As with any high-availability scenario, there may be a possibility of a split-brain condition. In the case of SteelFusion Replication, it is when both the primary and secondary Cores are up and visible to Edges but cannot communicate to each other. FusionSync could become suspended on both sides and the Edges send writes to both Cores, or some writes to the Core and some to the other. Writing to both sides leads to a condition when both Cores are journaling and neither Core has a consistent copy of the data. More than likely, split brain results in a data loss. To prevent the issue, you must define one of the Edges as a Witness.

The Witness must approve the request that comes to the Cores to suspend replication. The Witness makes sure that both primary and secondary Cores do not get approval for suspension at the same time. When the request is approved, the Core can start logging the writes to the Journal LUN.

Figure: Replication design overview shows the general design of the FusionSync feature.

Figure: Replication design overview

1. A write operation is asynchronously propagated from the Edge to the primary Core (Core X).

2. The Core applies the write operation to the LUN in the backend storage and synchronously replicates the write to the secondary Core (Core X’).

3. The backend storage in Data Center A acknowledges the write to Core X.

4. The secondary Core (Core X’) applies the write to the replica LUN in its backend storage. The storage in Data Center B acknowledges the write to Core X’. Core X’ then acknowledges the write.

5. Core X acknowledges the write to Edge.

Failover scenarios

This section describes the following failover scenarios:

• Secondary site is down

• Replication is suspended at the secondary site

• Primary site is down (suspended)

Secondary site is down

Figure: Secondary site is down shows the traffic flow if the secondary site goes down and FusionSync is paused but not suspended.

Figure: Secondary site is down

A write from Edges is not acknowledged by the primary Core. The Edges start to buffer the writes locally. Read operations from the Core and read and write operations in the branch office between the Edge and hosts are being performed as usual.

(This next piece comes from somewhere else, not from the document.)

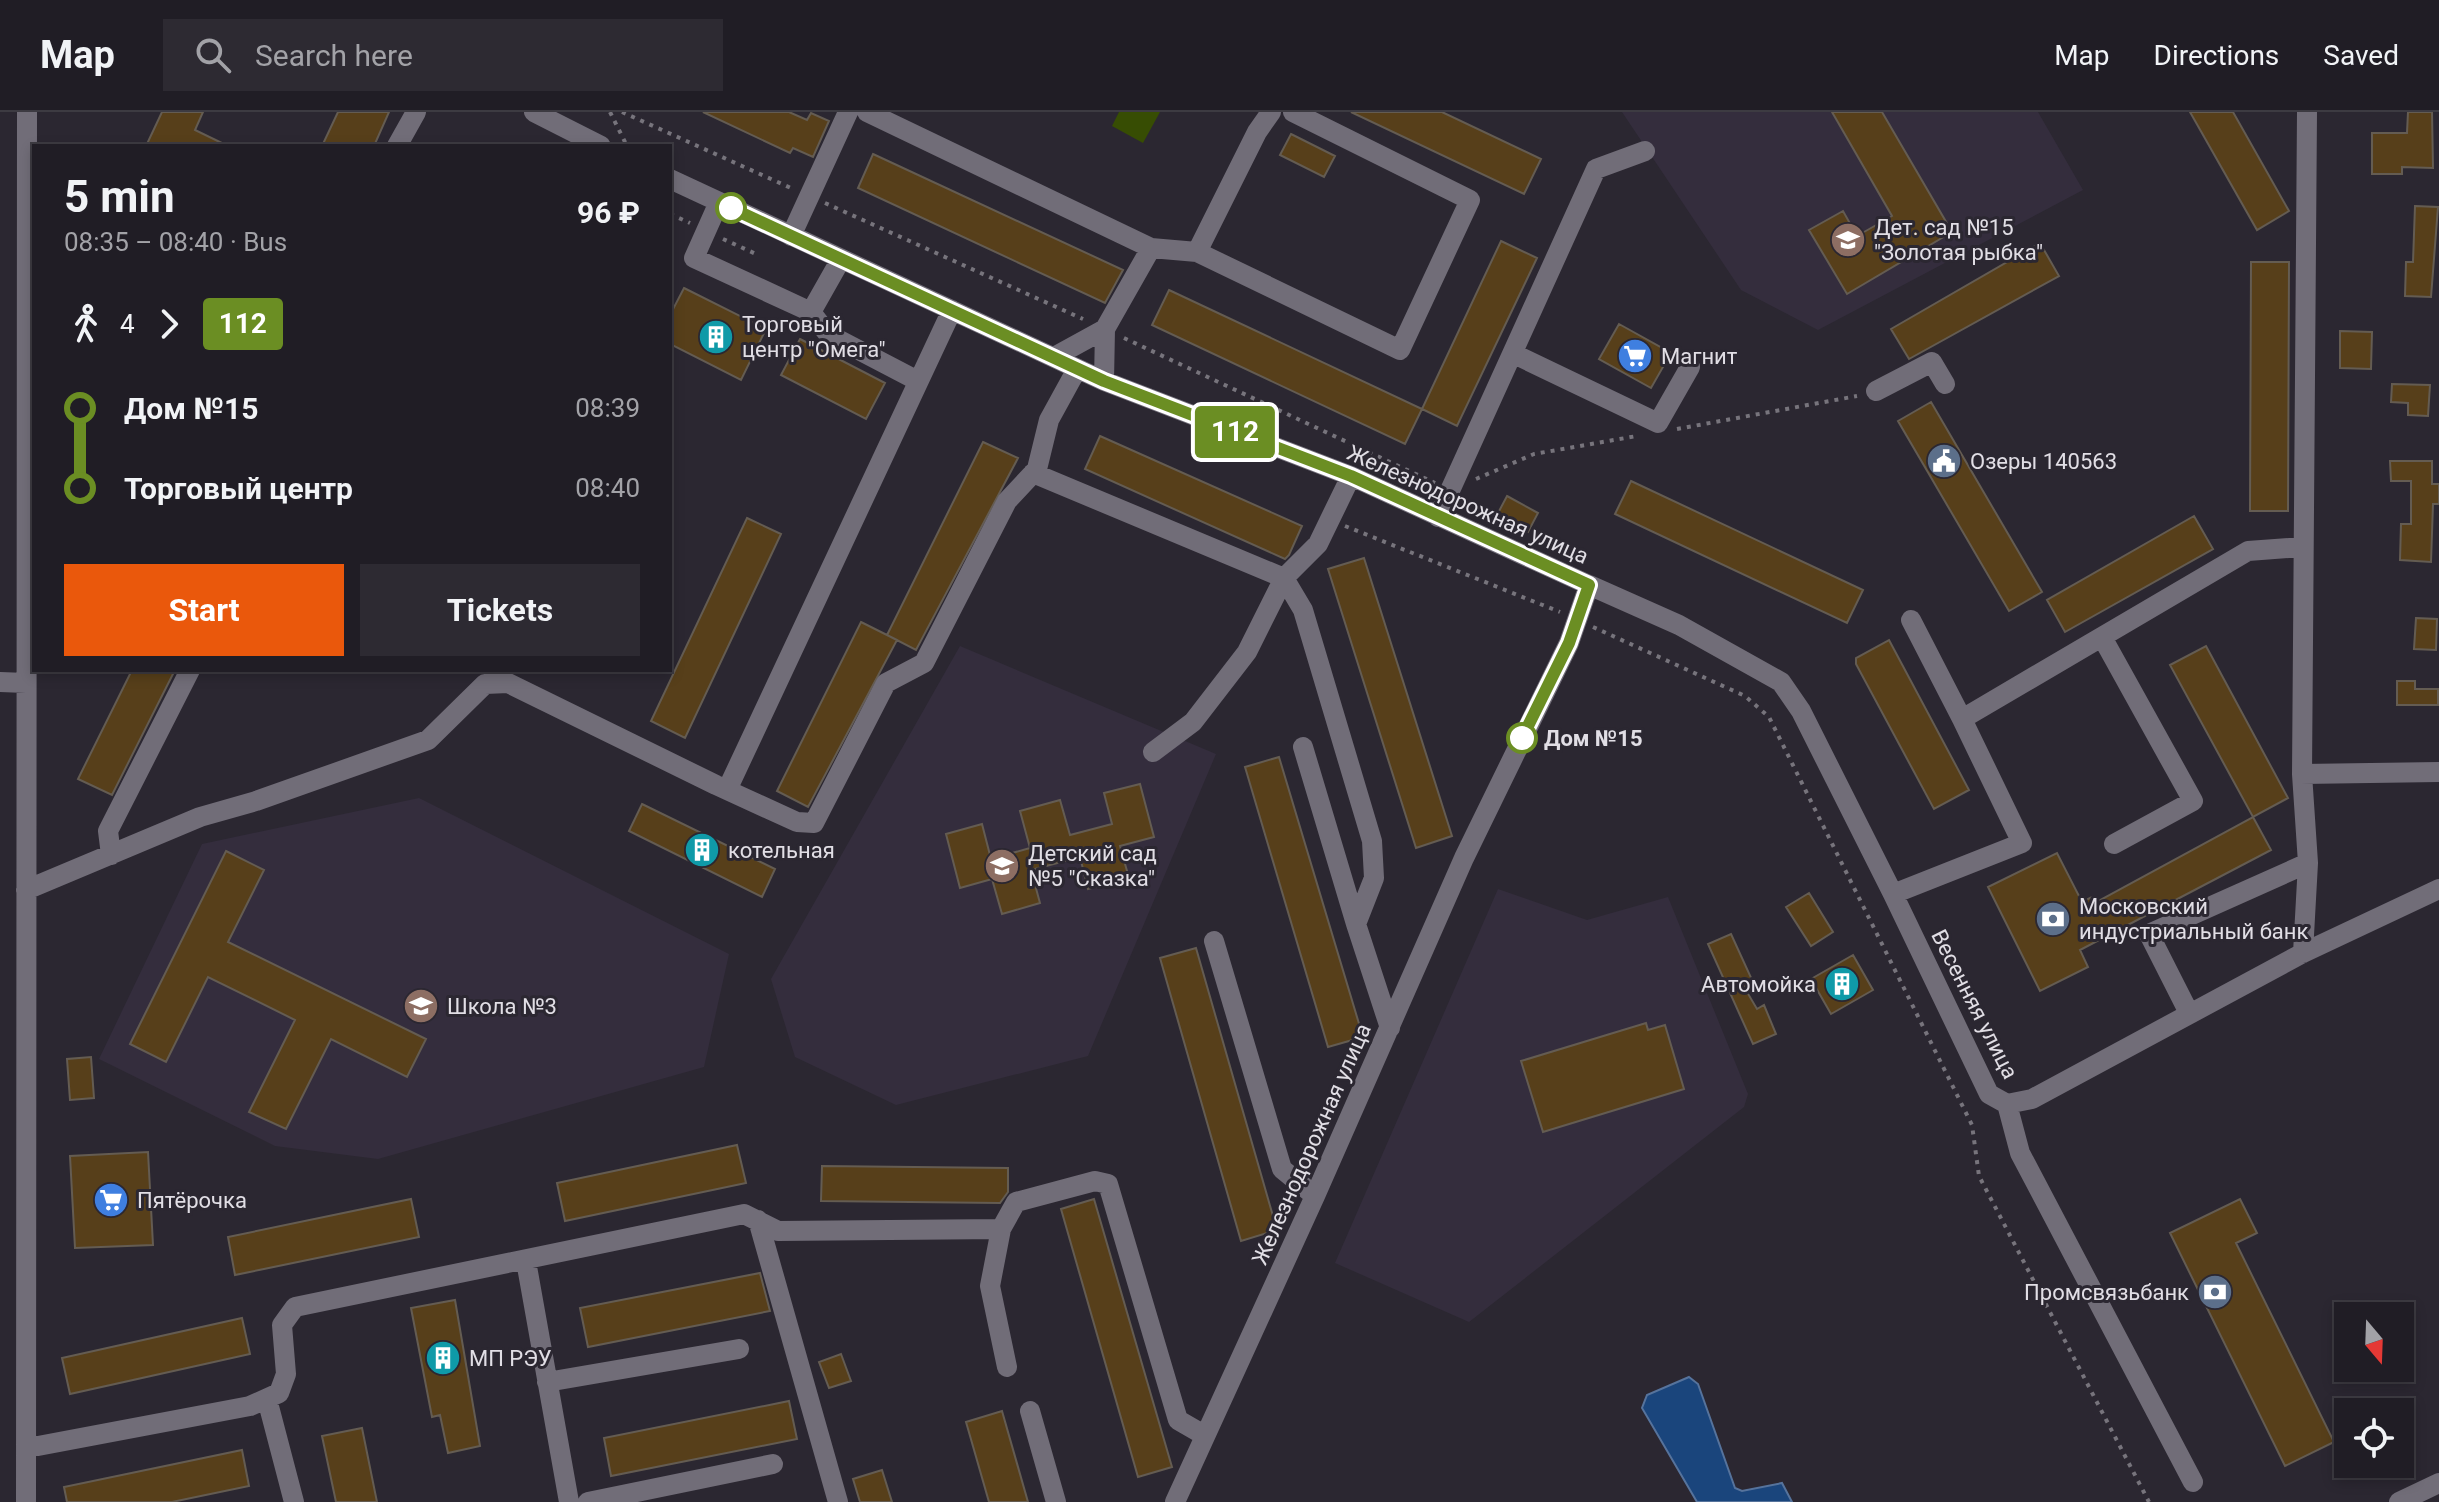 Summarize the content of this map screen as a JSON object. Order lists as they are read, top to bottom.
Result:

Replication is suspended at the secondary site

Figure: Replication Is suspended at the secondary site shows the traffic flow if FusionSync is suspended at the secondary site.

Figure: Replication Is suspended at the secondary site

1. A write operation is asynchronously propagated to the primary Core (Core X) from the Edge.

2. The Core applies the write operation to backend storage and logs the write to Journal LUN.

3. The backend storage acknowledges the write.

4. Wait for the write to be journaled.

5. The Core acknowledges the write to the Edge.

Primary site is down (suspended)

Figure: Primary site Is down shows the traffic flow if the primary site (Data Center A) is down and the failover is initiated. The secondary Core assumes the primary role and the connected Edges failover to the secondary site (Data Center B).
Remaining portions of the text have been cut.